Exercise brief:
Pictures aside, repeat the listing below exactly.

========================================

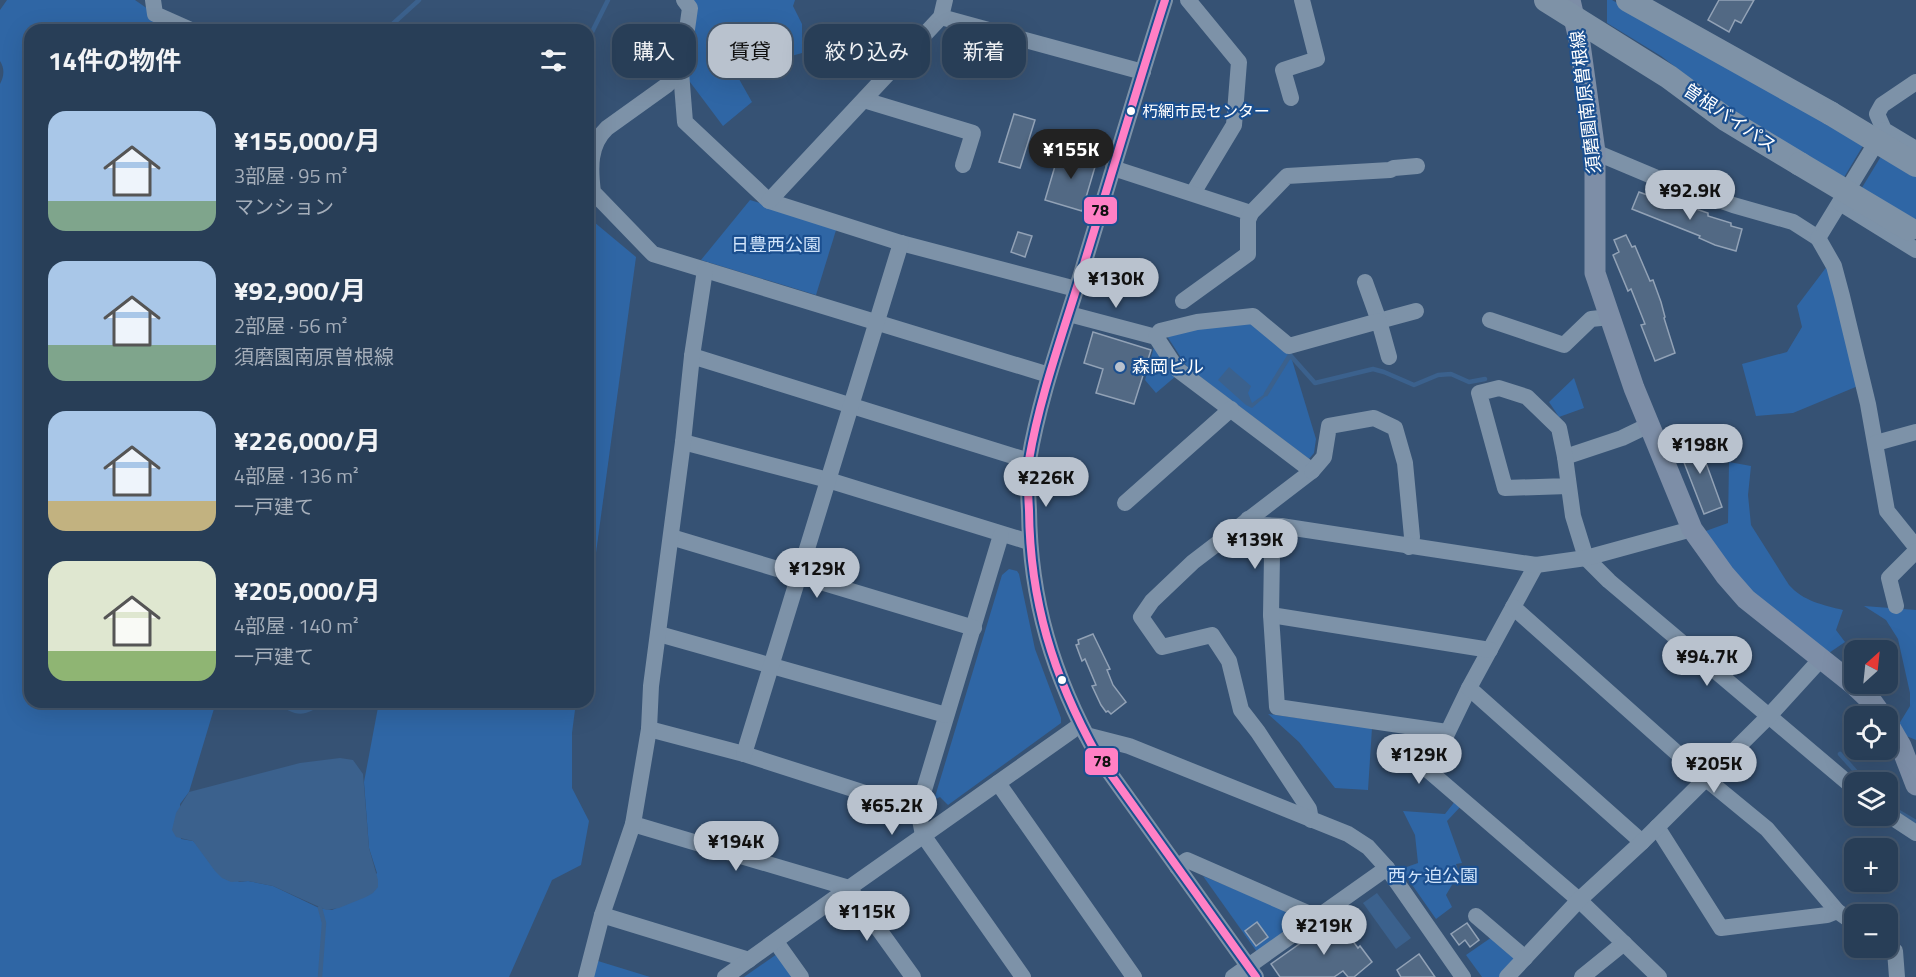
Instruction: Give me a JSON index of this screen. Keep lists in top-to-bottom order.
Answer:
{
  "streets": {
    "highway": ["曽根バイパス"],
    "main road": ["須磨園南原曽根線"]
  },
  "crossings": [
    ["須磨園南原曽根線", "曽根バイパス"]
  ],
  "parks": ["日豊西公園", "西ヶ迫公園"],
  "places": ["朽網市民センター", "森岡ビル"],
  "lines": ["transit line 78"],
  "north": "top right",
  "page": {
    "chip": [
      "購入",
      "賃貸",
      "絞り込み",
      "新着"
    ],
    "heading": "14件の物件",
    "list": [
      {
        "name": "¥155,000/月",
        "note": "3部屋 · 95 m² · マンション"
      },
      {
        "name": "¥92,900/月",
        "note": "2部屋 · 56 m² · 須磨園南原曽根線"
      },
      {
        "name": "¥226,000/月",
        "note": "4部屋 · 136 m² · 一戸建て"
      },
      {
        "name": "¥205,000/月",
        "note": "4部屋 · 140 m² · 一戸建て"
      }
    ],
    "price": [
      "¥155K",
      "¥92.9K",
      "¥130K",
      "¥198K",
      "¥226K",
      "¥139K",
      "¥129K",
      "¥94.7K",
      "¥129K",
      "¥205K",
      "¥65.2K",
      "¥194K",
      "¥115K",
      "¥219K"
    ],
    "map_buttons": ["+", "−"]
  }
}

========================================

Answer to this task:
Instruction: Give me a JSON index of this screen. Keep lists in top-to-bottom order.
Answer:
{
  "streets": {
    "highway": ["曽根バイパス"],
    "main road": ["須磨園南原曽根線"]
  },
  "crossings": [
    ["須磨園南原曽根線", "曽根バイパス"]
  ],
  "parks": ["日豊西公園", "西ヶ迫公園"],
  "places": ["朽網市民センター", "森岡ビル"],
  "lines": ["transit line 78"],
  "north": "top right",
  "page": {
    "chip": [
      "購入",
      "賃貸",
      "絞り込み",
      "新着"
    ],
    "heading": "14件の物件",
    "list": [
      {
        "name": "¥155,000/月",
        "note": "3部屋 · 95 m² · マンション"
      },
      {
        "name": "¥92,900/月",
        "note": "2部屋 · 56 m² · 須磨園南原曽根線"
      },
      {
        "name": "¥226,000/月",
        "note": "4部屋 · 136 m² · 一戸建て"
      },
      {
        "name": "¥205,000/月",
        "note": "4部屋 · 140 m² · 一戸建て"
      }
    ],
    "price": [
      "¥155K",
      "¥92.9K",
      "¥130K",
      "¥198K",
      "¥226K",
      "¥139K",
      "¥129K",
      "¥94.7K",
      "¥129K",
      "¥205K",
      "¥65.2K",
      "¥194K",
      "¥115K",
      "¥219K"
    ],
    "map_buttons": ["+", "−"]
  }
}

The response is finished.